Michigan Tech faculty are internationally renowned for contributions to their areas of expertise.
- Professor William Sproule of the Department of Civil and Environmental Engineering is the 2008 recipient of the Robert Horonjeff Award from the American Society of Civil Engineers— the most prestigious award in airport engineering.
- Mathematician Quihing Sha has developed new tools for separating the genes behind some of humanity’s most intractable diseases, including diabetes.
- Faculty and graduate students in the School of Forest Resources and Environmental Science have placed eleventh among the top-twenty institutions publishing papers on poplar research worldwide. Faculty in the School also ranked first in the nation in scholarly productivity, according to the Chronicle of Higher Education.
- Research led by Gregory P. Waite, an assistant professor of geophysics, has produced a new seismic model for figuring out what’s going on inside Mount St. Helens, North America’s most active volcano.
- Miguel Levy, physics professor, researches light and how to manipulate it, including slowing it down.
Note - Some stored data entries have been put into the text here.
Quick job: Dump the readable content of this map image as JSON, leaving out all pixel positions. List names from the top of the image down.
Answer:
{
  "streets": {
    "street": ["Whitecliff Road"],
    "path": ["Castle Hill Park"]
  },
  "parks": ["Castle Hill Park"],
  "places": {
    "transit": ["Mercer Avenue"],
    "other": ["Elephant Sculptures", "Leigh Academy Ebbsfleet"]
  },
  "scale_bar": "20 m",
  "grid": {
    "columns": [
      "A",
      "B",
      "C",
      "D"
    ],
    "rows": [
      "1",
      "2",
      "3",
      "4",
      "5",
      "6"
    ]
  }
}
He has been the sole principal investigator or co-principal investigator on $6 million in research funding since coming to Michigan Tech in 2000 and has six patents.
- Professors in civil and environmental engineering are working with Yale University to study Great Lakes water issues as part of a $2 million NSF grant.
- Rolf Peterson and John Vucetich of the School of Forestry and Environmental Science study the interactions and interdependence of wolves and moose at Michigan’s Isle Royale National Park. The project has been ongoing for half a century and is the longest such predator-prey study in the world.
- Faculty from many different academic areas are teaming up with faculty from Michigan State to further support the budding renewable fuels industry in Michigan.